California's data-broker regime enters an operational phase on August 1, 2026, when covered data brokers must begin processing consumer deletion requests submitted through the state's centralized DROP system on a 45-day cycle. The California Privacy Protection Agency will enforce compliance, with penalties for brokers that fail to meet the deadline or process requests within the required timeframe. This enforcement push follows the state's expansion of data-broker registration disclosures under SB-361 and earlier CPPA enforcement actions in 2026.

The obligations apply to any business meeting California's definition of a data broker—broadly, any entity that knowingly collects and sells or licenses personal information of consumers with whom it has no direct relationship. Many companies that rely on third-party data or monetize consumer information outside a direct sales relationship may qualify without recognizing themselves as brokers. The DROP deletion portal opened to consumers on January 1, 2026, and data-broker registration is annual. SB-361 added new disclosure requirements about what data categories brokers collect and whether they have shared or sold data to government bodies, foreign actors, or AI developers.

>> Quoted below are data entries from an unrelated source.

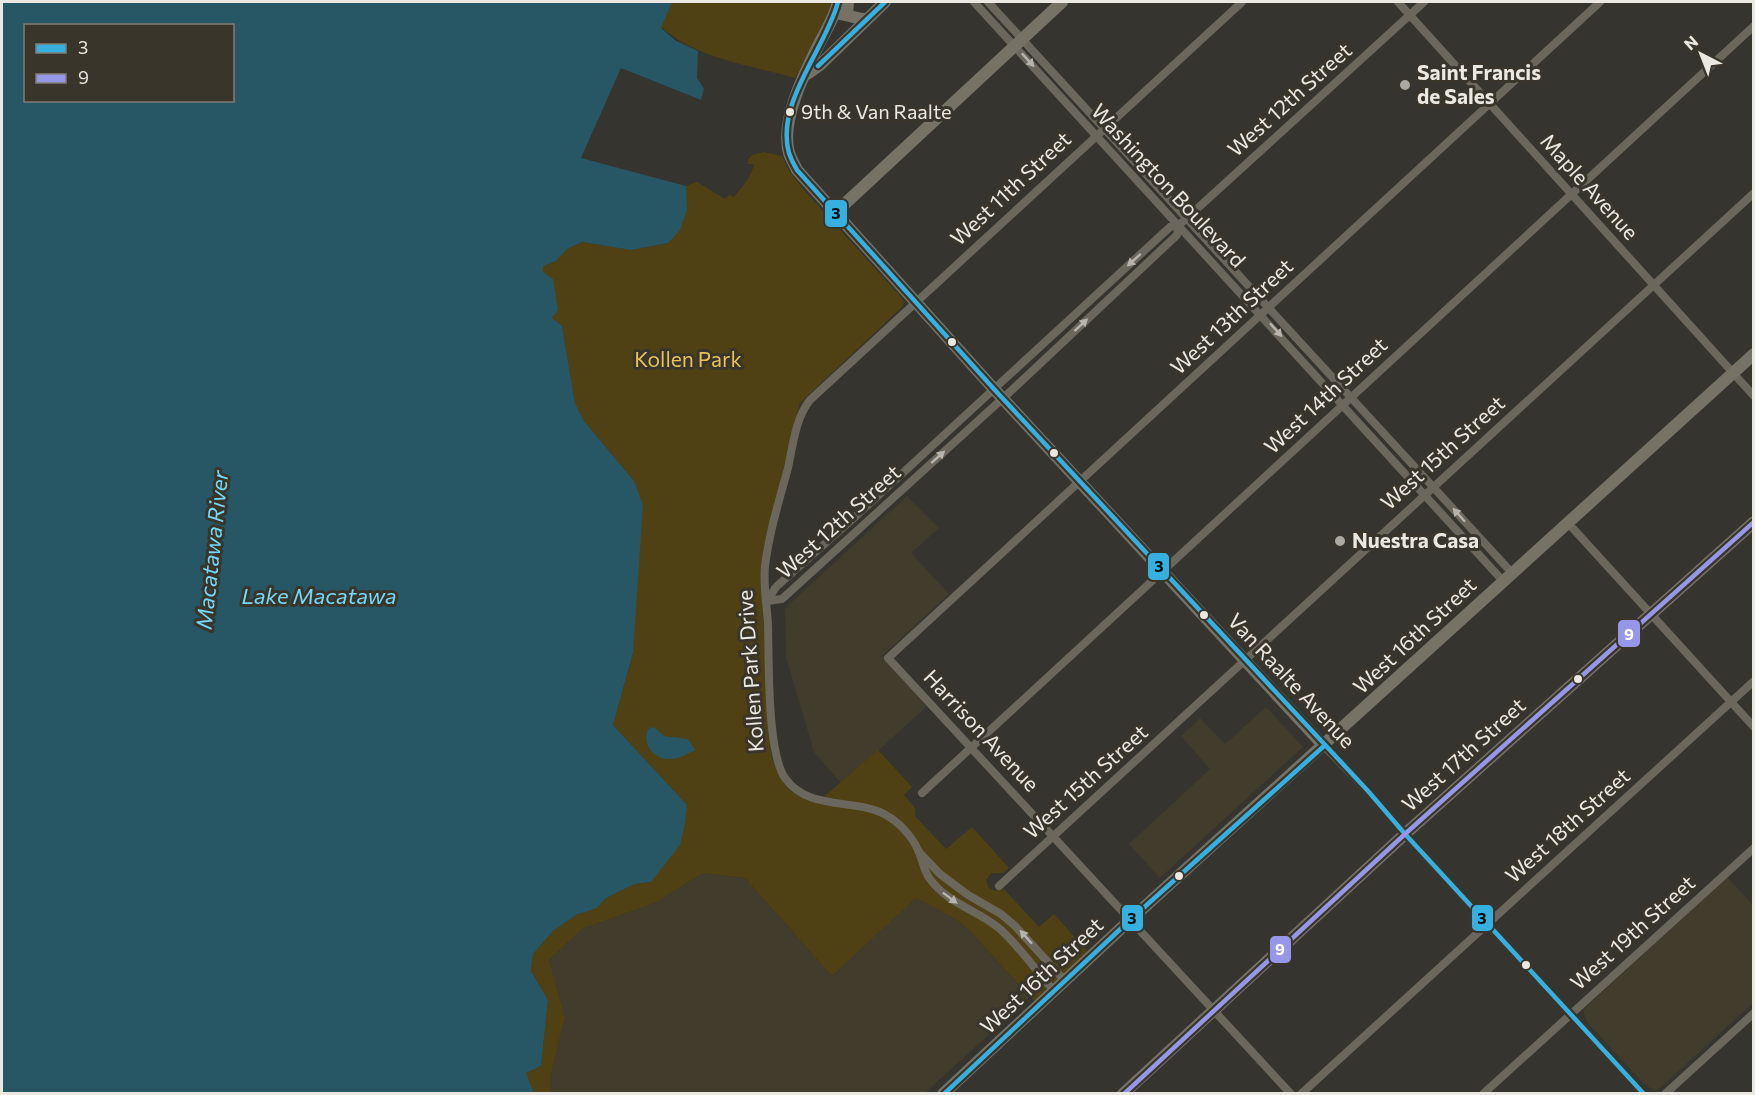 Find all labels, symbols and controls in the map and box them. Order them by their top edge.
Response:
legend [24,24,234,102]
north arrow [1671,24,1731,84]
text: N [1680,31,1701,54]
text: 3 [78,36,88,58]
street label: West 12th Street [1222,37,1356,161]
one-way arrow [1021,52,1034,67]
place label: Saint Francis de Sales [1417,59,1541,108]
text: 9 [78,66,89,88]
marker: Saint Francis de Sales [1398,78,1412,92]
street label: Washington Boulevard [1087,98,1251,272]
place label: 9th & Van Raalte [801,99,952,123]
marker: 9th & Van Raalte [784,106,796,118]
street label: West 11th Street [945,126,1075,250]
street label: Maple Avenue [1536,128,1644,244]
line badge: 3 [824,199,848,228]
text: 3 [831,203,841,222]
one-way arrow [1127,253,1142,266]
street label: West 13th Street [1165,253,1297,379]
one-way arrow [1074,318,1088,332]
one-way arrow [1268,323,1282,337]
street label: West 14th Street [1258,332,1392,458]
unlabelled marker [946,336,958,348]
park label: Kollen Park [634,346,742,371]
street label: West 15th Street [1375,390,1509,514]
unlabelled marker [1048,447,1060,459]
one-way arrow [930,451,945,464]
street label: West 12th Street [771,459,905,583]
water label: Macatawa River [190,468,233,631]
one-way arrow [1452,507,1466,522]
place label: Nuestra Casa [1352,527,1479,552]
marker: Nuestra Casa [1333,534,1347,548]
line badge: 3 [1147,552,1170,581]
text: 3 [1154,556,1164,575]
street label: West 16th Street [1347,572,1481,698]
water label: Lake Macatawa [241,582,397,609]
street label: Kollen Park Drive [731,589,768,753]
street label: Van Raalte Avenue [1223,607,1361,753]
unlabelled marker [1198,609,1210,621]
line badge: 9 [1617,619,1641,648]
text: 9 [1624,624,1634,643]
street label: Harrison Avenue [919,664,1045,796]
unlabelled marker [1572,673,1584,685]
street label: West 17th Street [1396,692,1530,816]
street label: West 15th Street [1018,719,1152,843]
street label: West 18th Street [1500,762,1634,887]
street label: West 19th Street [1565,869,1699,994]
unlabelled marker [1173,870,1185,882]
one-way arrow [943,892,958,904]
line badge: 3 [1121,904,1144,932]
line badge: 3 [1471,904,1494,932]
text: 3 [1127,908,1137,927]
text: 3 [1477,908,1487,927]
street label: West 16th Street [974,912,1108,1038]
one-way arrow [1019,931,1033,945]
line badge: 9 [1269,935,1292,964]
text: 9 [1275,939,1285,958]
unlabelled marker [1520,959,1532,971] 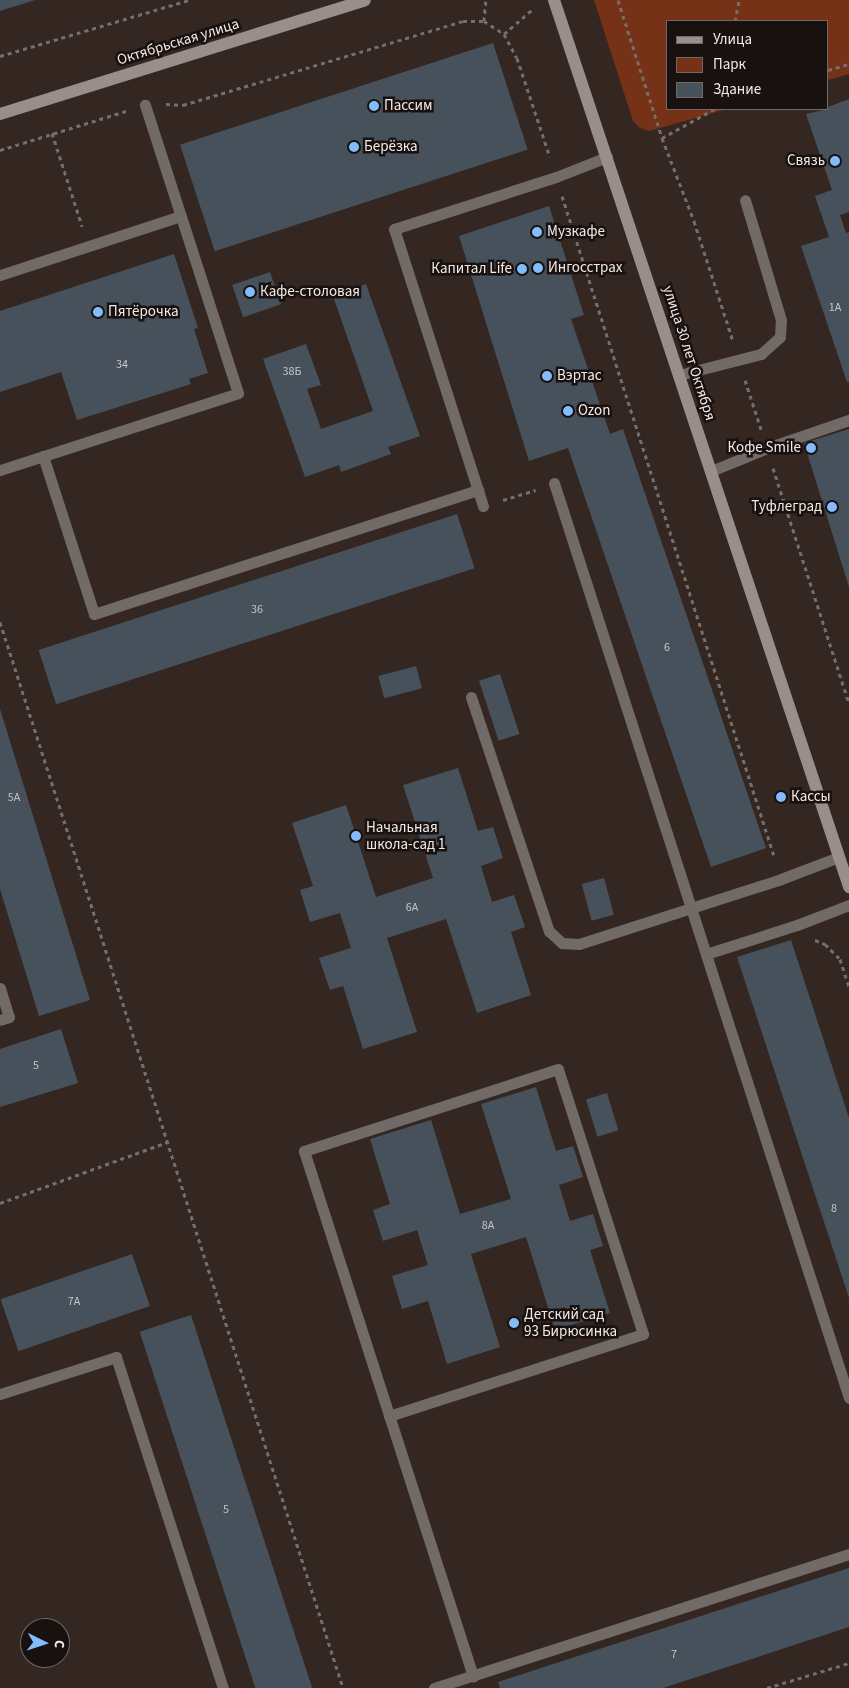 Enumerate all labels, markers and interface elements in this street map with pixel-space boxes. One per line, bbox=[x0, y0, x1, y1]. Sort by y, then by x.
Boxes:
street label: Октябрьская улица bbox=[115, 15, 241, 69]
legend bbox=[666, 20, 829, 110]
text: Улица bbox=[713, 29, 752, 50]
text: Парк bbox=[713, 54, 746, 75]
text: Здание bbox=[713, 79, 761, 100]
place label: Пассим bbox=[384, 97, 433, 115]
marker: Пассим bbox=[368, 100, 380, 112]
place label: Берёзка bbox=[364, 138, 418, 156]
marker: Берёзка bbox=[348, 141, 360, 153]
place label: Связь bbox=[787, 152, 825, 170]
marker: Связь bbox=[829, 155, 841, 167]
place label: Музкафе bbox=[547, 223, 605, 241]
marker: Музкафе bbox=[531, 226, 543, 238]
place label: Ингосстрах bbox=[548, 259, 622, 277]
place label: Капитал Life bbox=[431, 260, 512, 278]
marker: Ингосстрах bbox=[532, 262, 544, 274]
marker: Капитал Life bbox=[516, 263, 528, 275]
place label: Кафе-столовая bbox=[260, 283, 360, 301]
street label: улица 30 лет Октября bbox=[659, 283, 719, 423]
marker: Кафе-столовая bbox=[244, 286, 256, 298]
house number: 1А bbox=[829, 301, 841, 315]
place label: Пятёрочка bbox=[108, 303, 179, 321]
marker: Пятёрочка bbox=[92, 306, 104, 318]
house number: 34 bbox=[116, 358, 128, 372]
house number: 38Б bbox=[283, 365, 301, 379]
place label: Вэртас bbox=[557, 367, 602, 385]
marker: Вэртас bbox=[541, 370, 553, 382]
place label: Ozon bbox=[578, 402, 610, 420]
marker: Ozon bbox=[562, 405, 574, 417]
place label: Кофе Smile bbox=[727, 439, 801, 457]
marker: Кофе Smile bbox=[805, 442, 817, 454]
place label: Туфлеград bbox=[751, 498, 822, 516]
marker: Туфлеград bbox=[826, 501, 838, 513]
house number: 36 bbox=[251, 603, 263, 617]
house number: 6 bbox=[664, 641, 670, 655]
place label: Кассы bbox=[791, 788, 831, 806]
house number: 5А bbox=[8, 791, 20, 805]
marker: Кассы bbox=[775, 791, 787, 803]
place label: Начальная школа-сад 1 bbox=[366, 818, 445, 853]
marker: Начальная школа-сад 1 bbox=[350, 830, 362, 842]
house number: 6А bbox=[406, 901, 418, 915]
house number: 5 bbox=[33, 1059, 39, 1073]
house number: 8 bbox=[831, 1202, 837, 1216]
house number: 8А bbox=[482, 1219, 494, 1233]
house number: 7А bbox=[68, 1295, 80, 1309]
place label: Детский сад 93 Бирюсинка bbox=[524, 1305, 617, 1340]
marker: Детский сад 93 Бирюсинка bbox=[508, 1317, 520, 1329]
house number: 5 bbox=[223, 1503, 229, 1517]
north arrow bbox=[20, 1618, 70, 1668]
text: С bbox=[49, 1639, 69, 1649]
house number: 7 bbox=[671, 1648, 677, 1662]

Attorneys advising data-driven companies should treat the August 1 deadline as immediate. Businesses must determine whether they qualify as data brokers under California law, ensure correct registration, and build systems to receive and process deletion requests from DROP within 45 days. The state's broad definition of data broker and recent enforcement actions against registration failures make this a live compliance question for any company handling consumer data outside a direct customer relationship.